Sentences & Notations

Published in

OpenLink Software Blog

3 min readJul 20, 2016

Wrapping our minds around the simple notion that a Sentence is a Datum (i.e., a single unit of observation [1]), can be challenging in any context.

Imagine the confusion that arises in the digital realm, where a variety of different interchangeable and bi-directionally translatable notations may be used to represent the same sentence. The selection of notation is often based only on the preferences of the writer, or sometimes, the reader.

This confusion is the root of a lot of issues that have been stifling innovation in Artificial Intelligence oriented realms such as Machine Learning, Natural Language Processing, Entity Extraction, Reasoning & Inference Engines, and modern Deductive Databases (e.g., RDF triple/quad stores).

Examples

Here is a collection of sentences represented using different notations. English is for those humans who speak and read that notation. RDF-Turtle and JSON-LD are notations for both humans and machines that understand these particular notations.

English Notation Example

I am a Person.My name is “Kingsley Uyi Idehen”, in English.
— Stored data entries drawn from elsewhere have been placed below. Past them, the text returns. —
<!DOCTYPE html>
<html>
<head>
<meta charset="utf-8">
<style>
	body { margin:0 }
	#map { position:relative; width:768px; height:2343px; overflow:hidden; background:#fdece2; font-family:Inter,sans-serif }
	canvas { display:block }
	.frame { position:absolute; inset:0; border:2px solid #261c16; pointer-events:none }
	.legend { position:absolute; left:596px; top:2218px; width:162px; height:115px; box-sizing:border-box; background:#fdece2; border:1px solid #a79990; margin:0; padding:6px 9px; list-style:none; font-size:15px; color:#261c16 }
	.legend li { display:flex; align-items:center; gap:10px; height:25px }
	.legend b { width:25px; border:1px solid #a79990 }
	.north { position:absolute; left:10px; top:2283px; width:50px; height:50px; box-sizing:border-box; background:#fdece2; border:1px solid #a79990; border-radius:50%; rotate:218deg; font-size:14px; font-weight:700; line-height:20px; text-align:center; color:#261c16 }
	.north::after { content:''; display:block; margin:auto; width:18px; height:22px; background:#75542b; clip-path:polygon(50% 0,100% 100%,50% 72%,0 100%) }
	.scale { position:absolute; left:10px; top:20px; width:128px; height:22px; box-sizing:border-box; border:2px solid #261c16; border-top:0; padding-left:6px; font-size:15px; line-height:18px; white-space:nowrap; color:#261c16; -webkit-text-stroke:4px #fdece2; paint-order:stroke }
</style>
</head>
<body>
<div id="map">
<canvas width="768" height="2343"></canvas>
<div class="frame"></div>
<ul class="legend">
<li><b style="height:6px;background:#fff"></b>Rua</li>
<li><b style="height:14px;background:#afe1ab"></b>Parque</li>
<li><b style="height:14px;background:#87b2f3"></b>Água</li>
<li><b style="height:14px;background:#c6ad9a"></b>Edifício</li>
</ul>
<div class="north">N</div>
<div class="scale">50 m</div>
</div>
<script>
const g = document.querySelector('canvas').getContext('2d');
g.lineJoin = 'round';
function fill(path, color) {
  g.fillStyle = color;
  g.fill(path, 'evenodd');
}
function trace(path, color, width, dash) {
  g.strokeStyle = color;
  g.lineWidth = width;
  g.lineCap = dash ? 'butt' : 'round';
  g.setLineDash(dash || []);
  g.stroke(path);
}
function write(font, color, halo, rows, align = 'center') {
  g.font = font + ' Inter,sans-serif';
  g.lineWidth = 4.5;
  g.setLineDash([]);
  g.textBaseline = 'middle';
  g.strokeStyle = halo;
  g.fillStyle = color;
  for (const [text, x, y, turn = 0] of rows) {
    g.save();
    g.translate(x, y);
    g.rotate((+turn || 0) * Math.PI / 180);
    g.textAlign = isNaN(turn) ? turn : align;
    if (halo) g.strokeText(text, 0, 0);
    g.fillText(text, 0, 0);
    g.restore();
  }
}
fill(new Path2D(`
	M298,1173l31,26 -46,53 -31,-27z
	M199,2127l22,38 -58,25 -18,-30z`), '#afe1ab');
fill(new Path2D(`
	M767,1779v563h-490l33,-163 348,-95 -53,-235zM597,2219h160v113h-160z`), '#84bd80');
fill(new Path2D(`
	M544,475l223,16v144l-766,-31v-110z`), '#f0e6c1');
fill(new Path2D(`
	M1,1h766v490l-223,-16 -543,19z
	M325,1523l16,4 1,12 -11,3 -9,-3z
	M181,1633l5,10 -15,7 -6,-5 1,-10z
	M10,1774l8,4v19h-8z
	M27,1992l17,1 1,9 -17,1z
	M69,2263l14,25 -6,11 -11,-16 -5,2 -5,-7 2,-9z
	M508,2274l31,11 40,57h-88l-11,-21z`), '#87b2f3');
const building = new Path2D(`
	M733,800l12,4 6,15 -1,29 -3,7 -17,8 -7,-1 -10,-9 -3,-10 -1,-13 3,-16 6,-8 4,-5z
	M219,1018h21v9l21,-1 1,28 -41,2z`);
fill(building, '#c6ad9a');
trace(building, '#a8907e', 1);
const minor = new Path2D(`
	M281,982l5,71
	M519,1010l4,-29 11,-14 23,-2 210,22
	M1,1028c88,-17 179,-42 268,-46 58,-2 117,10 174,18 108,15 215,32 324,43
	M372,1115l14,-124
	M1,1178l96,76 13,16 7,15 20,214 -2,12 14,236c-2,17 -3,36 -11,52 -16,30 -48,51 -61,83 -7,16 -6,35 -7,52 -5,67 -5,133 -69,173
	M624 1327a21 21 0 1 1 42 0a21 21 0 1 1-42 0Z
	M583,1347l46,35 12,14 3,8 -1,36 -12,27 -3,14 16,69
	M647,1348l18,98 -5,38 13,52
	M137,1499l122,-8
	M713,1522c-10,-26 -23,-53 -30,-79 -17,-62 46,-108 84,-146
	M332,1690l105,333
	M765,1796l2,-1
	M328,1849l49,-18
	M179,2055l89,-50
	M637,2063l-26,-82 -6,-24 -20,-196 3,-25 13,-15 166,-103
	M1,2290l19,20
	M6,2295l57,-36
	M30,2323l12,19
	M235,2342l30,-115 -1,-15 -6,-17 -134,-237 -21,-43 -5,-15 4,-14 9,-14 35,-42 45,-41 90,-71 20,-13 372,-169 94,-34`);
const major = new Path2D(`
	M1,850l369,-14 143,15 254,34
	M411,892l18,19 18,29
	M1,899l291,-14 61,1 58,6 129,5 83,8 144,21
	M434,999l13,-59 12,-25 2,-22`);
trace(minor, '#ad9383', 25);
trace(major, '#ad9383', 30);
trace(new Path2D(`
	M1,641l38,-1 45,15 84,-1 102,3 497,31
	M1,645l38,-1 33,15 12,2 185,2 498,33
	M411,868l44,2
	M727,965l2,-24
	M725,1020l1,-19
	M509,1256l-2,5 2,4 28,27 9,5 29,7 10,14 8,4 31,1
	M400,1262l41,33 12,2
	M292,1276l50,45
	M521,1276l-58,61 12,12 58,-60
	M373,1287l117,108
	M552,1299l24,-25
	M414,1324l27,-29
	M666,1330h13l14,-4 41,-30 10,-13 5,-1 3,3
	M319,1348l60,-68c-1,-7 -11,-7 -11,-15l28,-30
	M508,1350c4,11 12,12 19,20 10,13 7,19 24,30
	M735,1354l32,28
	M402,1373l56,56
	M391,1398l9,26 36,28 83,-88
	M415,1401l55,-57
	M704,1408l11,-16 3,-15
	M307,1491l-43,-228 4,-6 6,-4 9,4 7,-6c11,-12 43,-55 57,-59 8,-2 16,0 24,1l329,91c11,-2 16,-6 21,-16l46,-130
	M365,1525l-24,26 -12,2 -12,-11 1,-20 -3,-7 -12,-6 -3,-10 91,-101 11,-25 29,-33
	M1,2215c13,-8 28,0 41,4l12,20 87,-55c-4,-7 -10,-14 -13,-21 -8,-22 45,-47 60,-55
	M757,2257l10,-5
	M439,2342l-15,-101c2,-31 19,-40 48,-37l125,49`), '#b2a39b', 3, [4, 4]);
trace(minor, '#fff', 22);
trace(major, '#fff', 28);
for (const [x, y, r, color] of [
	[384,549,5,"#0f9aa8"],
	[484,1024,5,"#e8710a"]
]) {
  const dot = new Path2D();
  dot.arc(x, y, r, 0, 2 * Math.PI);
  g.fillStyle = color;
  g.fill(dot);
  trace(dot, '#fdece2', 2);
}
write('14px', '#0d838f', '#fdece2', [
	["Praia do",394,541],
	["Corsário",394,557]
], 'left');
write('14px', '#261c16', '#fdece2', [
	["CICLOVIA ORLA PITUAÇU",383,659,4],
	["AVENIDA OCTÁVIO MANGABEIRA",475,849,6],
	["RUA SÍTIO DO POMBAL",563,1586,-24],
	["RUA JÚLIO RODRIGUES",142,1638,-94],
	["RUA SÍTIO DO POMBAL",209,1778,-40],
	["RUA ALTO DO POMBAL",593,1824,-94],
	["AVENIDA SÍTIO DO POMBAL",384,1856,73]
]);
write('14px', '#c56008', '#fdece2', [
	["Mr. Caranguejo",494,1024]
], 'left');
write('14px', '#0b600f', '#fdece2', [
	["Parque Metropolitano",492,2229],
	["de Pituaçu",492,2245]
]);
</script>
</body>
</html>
I am the main entity of the page at <https://twitter.com/kidehen>.I am identified by the following pages: <https://www.facebook.com/kidehen>,
<https://www.twitter.com/kidehen>,
<https://plus.google.com/112399767740508618350>.

RDF-Turtle Notation Example (using Nanotation)

{<#i> a schema:Person .<#i> schema:name "Kingsley Uyi Idehen"@en .<#i> schema:mainEntityOfPage <https://twitter.com/kidehen> .<#i> schema:sameAs <https://www.facebook.com/kidehen> ,
                   <https://www.twitter.com/kidehen> ,
                   <https://plus.google.com/112399767740508618350> .}

The above RDF-Turtle, visualized via the OpenLink Structured Data Sniffer:

Result of Processing RDF Languages sentences created using RDF-Turtle Notation

JSON-LD Notation (using Nanotation)

## JSON-LD Start ##
{
  "@context": {
    "rdf": "http://www.w3.org/1999/02/22-rdf-syntax-ns#",
    "schema": "http://schema.org/"
  },
  "@id": "https://medium.com/p/8b090cf28574/edit#i",
  "@type": "schema:Person",
  "schema:mainEntityOfPage": {
    "@id": "https://twitter.com/kidehen"
  },
  "schema:name": {
    "@language": "en",
    "@value": "Kingsley Uyi Idehen"
  },
  "schema:sameAs": [
    {
      "@id": "https://www.facebook.com/kidehen"
    },
    {
      "@id": "https://www.twitter.com/kidehen"
    },
    {
      "@id": "https://plus.google.com/112399767740508618350"
    }
  ]
}
## JSON-LD End ##

The above JSON-LD, visualized via the OpenLink Structured Data Sniffer:

Result of Processing RDF Languages sentences created using JSON-LD Notation

What does this mean?

If we can get beyond the distraction of squabbling over specific notations, we may realize a powerful yet underutilized frontier, in which we are able to communicate with Digital Agents (Bots) using language that possesses the same information delivery prowess as English — one of many notations used by humans to encode and decode information.

Typical Software (Basic Digital Agents) can be transformed into highly intelligent Enhanced Software (Smart Agents), simply by building in an ability to understand basic sentences, such as those above.

Illustration by John O Gorman shared via comment thread

There is a common core of logic, upon which all human languages are based. To bring the benefits of this core into the software world, we simply need to stop making preferences of notation — akin to preferences for black over blue ink, or Palatino over Times New Roman typeface — a distraction.